It was intended to be the meal of a lifetime at a cafe final week anointed Britain’s finest. But in its place of ending with a sweet prosper of banana ice-cream and birch syrup, a meal at Ynyshir in Wales finished in a bitter dispute concerning the star chef and two of his shoppers.

Donna Southby, who was eating with her husband, Mark, and friends at the two-Michelin-starred restaurant on the edge of Snowdonia or Eryri national park, promises she was topic to a tirade of “verbal abuse” from the head chef, Gareth Ward, a feted cook from County Durham recognised for his uncompromising approach and 30-class menus. In a clash that will reignite debate more than the culture of elite eating places, the restaurant has countered, accusing their purchaser of becoming “unpleasant and rude” to hardworking team.

£375-a-head menus at Ynyshir – which describes by itself as “ingredient led, flavour driven, extra fat fuelled, protein obsessed” – consist of a parade of primarily meat and fish courses, from wagyu beef to black cod and caviar. With a DJ “curating” tunes that cranks up as the evening proceeds to a amount that 1 reviewer as opposed to a “Rotterdam techno dungeon” and atmospheric results this sort of as birch smoke, evening meal requires up to five hrs. A couple’s bill can simply pass £1,000 with wine. The cafe warns: “we do not cater for any nutritional specifications and do not give substitutions for any of the dishes”.

The ambiance, it has been stated, is component stone age, portion Blade Runner. It is not, Ynyshir cautions, a good place for first dates.

In 2018, Ward explained to Restaurant journal: “People say you need to cook for your prospects. I say fuck that. You ought to cook dinner for oneself.” The Countrywide Restaurant Awards judges saluted Ynyshir’s “rambunctious atmosphere” and “in your face” food stuff.

The incident boiled up after Southby expressed a sequence of disappointments as the food progressed, starting with rejecting as “crap” a pair of hand-solid bone-trimmed tongs the cafe likes prospects to use as cutlery. Then there was confusion about no matter whether a dish of a one lamb’s rib was meant for one or two people today, puzzlement that there was only a unisex toilet and then irritation when the cafe was stuffed with birch smoke as element of the “sensory experiences”.

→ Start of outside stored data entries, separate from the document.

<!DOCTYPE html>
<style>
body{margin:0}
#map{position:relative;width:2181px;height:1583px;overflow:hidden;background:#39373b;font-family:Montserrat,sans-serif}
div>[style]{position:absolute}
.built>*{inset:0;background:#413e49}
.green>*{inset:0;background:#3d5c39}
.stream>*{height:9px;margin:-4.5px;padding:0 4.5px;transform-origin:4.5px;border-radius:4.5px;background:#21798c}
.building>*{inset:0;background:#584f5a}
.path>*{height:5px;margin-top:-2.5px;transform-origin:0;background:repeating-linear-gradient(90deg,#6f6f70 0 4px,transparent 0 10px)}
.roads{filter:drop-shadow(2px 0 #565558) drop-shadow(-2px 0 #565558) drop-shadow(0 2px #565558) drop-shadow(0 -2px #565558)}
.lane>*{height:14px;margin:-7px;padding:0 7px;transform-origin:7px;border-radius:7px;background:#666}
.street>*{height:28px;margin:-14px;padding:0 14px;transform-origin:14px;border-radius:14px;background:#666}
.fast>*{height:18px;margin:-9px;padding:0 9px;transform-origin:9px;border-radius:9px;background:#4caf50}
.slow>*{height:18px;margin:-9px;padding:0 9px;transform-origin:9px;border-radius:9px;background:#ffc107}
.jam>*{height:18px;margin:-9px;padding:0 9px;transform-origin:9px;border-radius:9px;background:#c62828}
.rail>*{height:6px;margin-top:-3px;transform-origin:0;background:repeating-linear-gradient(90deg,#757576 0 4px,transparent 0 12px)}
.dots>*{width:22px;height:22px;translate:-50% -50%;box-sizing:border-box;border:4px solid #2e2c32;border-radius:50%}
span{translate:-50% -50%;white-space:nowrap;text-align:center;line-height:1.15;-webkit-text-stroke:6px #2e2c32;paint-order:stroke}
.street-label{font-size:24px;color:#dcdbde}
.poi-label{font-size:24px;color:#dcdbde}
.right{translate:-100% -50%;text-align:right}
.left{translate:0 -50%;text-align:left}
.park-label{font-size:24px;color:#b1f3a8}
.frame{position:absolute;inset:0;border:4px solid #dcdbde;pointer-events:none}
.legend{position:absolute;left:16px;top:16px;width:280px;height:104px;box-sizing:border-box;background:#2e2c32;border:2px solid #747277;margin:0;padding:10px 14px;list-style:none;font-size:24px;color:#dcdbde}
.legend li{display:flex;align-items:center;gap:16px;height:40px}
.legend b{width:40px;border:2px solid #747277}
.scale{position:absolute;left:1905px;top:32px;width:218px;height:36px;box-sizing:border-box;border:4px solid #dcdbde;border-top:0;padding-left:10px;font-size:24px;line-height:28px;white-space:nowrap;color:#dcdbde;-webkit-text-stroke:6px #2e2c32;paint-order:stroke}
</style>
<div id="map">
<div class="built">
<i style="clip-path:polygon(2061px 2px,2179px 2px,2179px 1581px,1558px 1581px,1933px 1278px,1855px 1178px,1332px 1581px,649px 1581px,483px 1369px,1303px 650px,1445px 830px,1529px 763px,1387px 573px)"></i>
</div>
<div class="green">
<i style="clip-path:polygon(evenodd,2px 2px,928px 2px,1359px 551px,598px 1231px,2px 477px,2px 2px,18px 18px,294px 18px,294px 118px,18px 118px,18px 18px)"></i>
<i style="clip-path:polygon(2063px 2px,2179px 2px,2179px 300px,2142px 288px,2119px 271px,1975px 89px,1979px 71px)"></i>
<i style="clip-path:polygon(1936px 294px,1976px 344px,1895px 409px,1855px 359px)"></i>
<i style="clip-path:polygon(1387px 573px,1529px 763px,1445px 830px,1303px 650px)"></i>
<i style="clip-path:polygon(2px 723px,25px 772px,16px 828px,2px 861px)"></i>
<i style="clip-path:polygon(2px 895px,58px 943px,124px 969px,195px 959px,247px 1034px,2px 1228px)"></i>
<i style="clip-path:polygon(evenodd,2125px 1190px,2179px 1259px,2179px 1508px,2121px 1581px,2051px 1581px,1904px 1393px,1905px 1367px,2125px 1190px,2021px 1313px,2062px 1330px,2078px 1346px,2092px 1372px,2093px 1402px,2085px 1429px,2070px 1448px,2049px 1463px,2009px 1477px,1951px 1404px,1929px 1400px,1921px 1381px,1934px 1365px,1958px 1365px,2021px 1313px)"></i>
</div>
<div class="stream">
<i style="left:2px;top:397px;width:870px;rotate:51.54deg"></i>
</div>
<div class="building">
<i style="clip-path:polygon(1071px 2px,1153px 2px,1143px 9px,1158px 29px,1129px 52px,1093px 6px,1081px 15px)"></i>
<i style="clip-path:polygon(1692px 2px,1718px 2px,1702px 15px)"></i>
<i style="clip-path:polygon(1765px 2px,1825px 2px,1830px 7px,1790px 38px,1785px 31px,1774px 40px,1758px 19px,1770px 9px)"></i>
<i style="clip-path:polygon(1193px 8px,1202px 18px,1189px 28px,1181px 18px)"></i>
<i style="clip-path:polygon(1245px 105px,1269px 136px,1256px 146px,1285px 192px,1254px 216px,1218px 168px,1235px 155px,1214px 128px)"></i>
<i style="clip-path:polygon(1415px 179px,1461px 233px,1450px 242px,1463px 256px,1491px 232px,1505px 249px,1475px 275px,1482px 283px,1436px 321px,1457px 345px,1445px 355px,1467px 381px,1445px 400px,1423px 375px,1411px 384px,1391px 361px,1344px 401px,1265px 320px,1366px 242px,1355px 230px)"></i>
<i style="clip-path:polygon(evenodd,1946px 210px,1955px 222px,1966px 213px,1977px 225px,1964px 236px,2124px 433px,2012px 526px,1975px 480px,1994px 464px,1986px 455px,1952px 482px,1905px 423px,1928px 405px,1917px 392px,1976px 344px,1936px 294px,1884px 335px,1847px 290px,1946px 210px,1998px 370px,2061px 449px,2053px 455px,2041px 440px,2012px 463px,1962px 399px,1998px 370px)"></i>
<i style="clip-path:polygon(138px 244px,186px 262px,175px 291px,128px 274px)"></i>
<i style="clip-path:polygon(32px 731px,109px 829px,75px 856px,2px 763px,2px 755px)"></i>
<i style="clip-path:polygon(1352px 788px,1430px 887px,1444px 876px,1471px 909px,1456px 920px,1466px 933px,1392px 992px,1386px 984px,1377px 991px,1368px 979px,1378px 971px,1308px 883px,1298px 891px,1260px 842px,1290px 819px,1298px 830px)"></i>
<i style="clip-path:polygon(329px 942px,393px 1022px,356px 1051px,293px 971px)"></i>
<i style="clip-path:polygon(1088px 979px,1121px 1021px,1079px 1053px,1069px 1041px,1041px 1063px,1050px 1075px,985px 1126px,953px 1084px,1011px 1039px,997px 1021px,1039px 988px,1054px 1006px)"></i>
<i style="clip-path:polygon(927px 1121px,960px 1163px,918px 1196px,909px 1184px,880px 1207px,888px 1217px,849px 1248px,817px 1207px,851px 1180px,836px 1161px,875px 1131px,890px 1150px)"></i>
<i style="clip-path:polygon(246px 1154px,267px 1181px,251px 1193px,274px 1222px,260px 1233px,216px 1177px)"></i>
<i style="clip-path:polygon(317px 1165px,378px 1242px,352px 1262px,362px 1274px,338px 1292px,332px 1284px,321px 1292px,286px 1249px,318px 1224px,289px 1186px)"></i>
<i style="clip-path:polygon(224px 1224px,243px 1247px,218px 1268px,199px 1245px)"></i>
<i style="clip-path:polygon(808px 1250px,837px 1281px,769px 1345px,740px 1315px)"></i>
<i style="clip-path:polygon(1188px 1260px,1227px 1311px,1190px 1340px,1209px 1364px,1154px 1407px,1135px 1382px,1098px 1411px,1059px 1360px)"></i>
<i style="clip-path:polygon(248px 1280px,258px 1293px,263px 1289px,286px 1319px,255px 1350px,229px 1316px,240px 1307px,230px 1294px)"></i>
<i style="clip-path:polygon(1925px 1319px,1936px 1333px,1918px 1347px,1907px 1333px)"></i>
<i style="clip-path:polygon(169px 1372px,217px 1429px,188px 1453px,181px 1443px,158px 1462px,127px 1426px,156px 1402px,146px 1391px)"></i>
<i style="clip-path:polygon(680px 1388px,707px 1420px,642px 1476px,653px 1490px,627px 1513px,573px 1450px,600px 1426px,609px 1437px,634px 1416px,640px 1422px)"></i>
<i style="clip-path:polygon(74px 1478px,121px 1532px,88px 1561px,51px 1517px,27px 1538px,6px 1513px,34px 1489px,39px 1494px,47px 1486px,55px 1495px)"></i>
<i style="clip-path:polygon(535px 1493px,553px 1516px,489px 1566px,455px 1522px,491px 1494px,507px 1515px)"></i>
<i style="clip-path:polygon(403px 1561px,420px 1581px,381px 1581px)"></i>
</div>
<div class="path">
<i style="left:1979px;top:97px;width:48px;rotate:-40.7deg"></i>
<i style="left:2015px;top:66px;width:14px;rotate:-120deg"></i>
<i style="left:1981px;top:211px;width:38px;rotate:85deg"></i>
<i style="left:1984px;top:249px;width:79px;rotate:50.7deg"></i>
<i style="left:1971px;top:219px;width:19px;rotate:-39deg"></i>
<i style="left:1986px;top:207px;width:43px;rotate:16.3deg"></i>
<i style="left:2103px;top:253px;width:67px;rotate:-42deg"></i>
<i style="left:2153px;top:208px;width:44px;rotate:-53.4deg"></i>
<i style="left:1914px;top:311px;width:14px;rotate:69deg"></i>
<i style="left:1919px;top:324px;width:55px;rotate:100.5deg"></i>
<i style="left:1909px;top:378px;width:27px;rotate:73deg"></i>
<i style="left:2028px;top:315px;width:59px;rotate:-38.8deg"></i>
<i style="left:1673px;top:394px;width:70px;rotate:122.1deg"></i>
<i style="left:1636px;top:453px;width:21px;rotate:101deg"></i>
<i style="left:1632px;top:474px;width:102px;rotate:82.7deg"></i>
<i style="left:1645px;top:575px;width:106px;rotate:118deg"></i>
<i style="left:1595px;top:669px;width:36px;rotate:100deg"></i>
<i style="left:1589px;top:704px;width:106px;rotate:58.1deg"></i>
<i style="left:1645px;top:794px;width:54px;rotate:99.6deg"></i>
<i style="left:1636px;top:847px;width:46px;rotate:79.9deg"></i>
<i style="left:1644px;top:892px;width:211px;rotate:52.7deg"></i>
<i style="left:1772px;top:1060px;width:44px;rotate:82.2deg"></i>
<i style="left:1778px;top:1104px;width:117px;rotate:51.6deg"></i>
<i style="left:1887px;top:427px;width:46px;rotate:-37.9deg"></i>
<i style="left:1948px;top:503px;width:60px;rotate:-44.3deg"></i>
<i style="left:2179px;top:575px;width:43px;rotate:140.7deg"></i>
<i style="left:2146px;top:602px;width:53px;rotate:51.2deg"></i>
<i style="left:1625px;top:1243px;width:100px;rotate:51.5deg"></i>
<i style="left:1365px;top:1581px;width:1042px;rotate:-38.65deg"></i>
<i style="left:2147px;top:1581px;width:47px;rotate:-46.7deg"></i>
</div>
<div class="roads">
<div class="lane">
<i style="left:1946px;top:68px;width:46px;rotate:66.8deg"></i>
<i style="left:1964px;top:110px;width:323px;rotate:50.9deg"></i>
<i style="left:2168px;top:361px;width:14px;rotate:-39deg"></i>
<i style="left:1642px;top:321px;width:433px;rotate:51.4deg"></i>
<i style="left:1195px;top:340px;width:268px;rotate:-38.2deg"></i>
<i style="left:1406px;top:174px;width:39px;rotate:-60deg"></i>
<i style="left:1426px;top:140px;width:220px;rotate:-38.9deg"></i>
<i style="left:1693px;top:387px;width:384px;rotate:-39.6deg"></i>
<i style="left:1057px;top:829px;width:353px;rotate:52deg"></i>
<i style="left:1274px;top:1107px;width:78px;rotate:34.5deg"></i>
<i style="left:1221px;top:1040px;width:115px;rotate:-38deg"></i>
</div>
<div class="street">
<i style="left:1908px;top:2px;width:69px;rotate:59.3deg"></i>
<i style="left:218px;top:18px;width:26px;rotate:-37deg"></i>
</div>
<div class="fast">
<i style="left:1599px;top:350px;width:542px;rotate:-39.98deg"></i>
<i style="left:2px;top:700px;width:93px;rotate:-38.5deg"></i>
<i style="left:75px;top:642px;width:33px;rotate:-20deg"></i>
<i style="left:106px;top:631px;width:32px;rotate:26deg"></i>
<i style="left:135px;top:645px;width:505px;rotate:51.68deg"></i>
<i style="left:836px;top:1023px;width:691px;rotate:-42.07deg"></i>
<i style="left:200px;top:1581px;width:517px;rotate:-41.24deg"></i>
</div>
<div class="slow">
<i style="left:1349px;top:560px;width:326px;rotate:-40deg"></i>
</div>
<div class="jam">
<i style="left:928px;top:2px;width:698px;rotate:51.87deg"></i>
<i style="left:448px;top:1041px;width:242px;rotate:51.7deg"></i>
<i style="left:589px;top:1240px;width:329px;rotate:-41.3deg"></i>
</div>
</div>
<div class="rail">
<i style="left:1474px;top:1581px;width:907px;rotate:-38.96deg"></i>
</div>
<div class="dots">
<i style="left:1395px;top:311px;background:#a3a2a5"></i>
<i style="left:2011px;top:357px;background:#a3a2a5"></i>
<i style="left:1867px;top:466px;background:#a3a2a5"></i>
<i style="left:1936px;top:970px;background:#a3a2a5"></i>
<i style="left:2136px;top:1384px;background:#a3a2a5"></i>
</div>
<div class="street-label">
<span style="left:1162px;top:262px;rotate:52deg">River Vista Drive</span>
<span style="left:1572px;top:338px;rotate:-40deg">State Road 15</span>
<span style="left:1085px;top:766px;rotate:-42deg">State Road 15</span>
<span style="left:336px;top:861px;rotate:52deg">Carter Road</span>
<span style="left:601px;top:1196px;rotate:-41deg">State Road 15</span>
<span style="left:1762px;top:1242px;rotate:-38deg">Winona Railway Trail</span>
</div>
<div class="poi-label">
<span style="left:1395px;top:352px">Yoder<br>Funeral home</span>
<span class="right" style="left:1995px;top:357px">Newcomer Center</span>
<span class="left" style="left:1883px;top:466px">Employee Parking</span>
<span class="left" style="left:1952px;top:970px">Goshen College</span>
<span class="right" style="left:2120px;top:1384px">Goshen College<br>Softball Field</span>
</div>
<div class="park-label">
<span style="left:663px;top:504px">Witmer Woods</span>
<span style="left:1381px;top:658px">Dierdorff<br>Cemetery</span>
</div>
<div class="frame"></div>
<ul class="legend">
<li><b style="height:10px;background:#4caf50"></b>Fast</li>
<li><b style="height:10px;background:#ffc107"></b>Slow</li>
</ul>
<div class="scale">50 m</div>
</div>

Soon after she stepped outdoors to wait around for the smoke to pass she was instructed by staff members: “Gareth experienced requested me not to return to the cafe owing to my behaviour.”

Even though Southby returned to their tipi lodging, her husband, Mark, requested Ward why his spouse had been excluded.

The tone of this exchange is disputed.

The tension only escalated the next early morning. Southby promises that when she questioned to discuss to personnel about what had occurred, a waiter reported she did not surface to be taking pleasure in herself: “It was an interactive dining session and I experienced not been interacting.” She said she apologised for contacting the hand-cast tongs “crap”, and alleges Ward erupted at her, expressing: “‘Right you fucking twat, why were you these types of a fucking twat all night time?’ He stated the way I reacted to the smoke was like his a few-year-aged.”

She reported she interrupted and asked him about his manner toward her husband the preceding evening. “He shouted that if my spouse experienced a issue with him, he would see him out in the car park in 10 minutes,” she claimed.

It is recognized the cafe does not take that Gareth Ward identified as Southby a “twat” or appeared to challenge her spouse to a struggle.

Ynyshir declined to comment on Southby’s particular allegations but mentioned: “Gareth is not in any way an intense person he’s passionate about what we do. He’s a mild giant.”

It added that the other associates of Southby’s celebration – who are repeat customers – subsequently emailed “expressing delight” at the food stuff and apologised about “disrespectful behaviour”.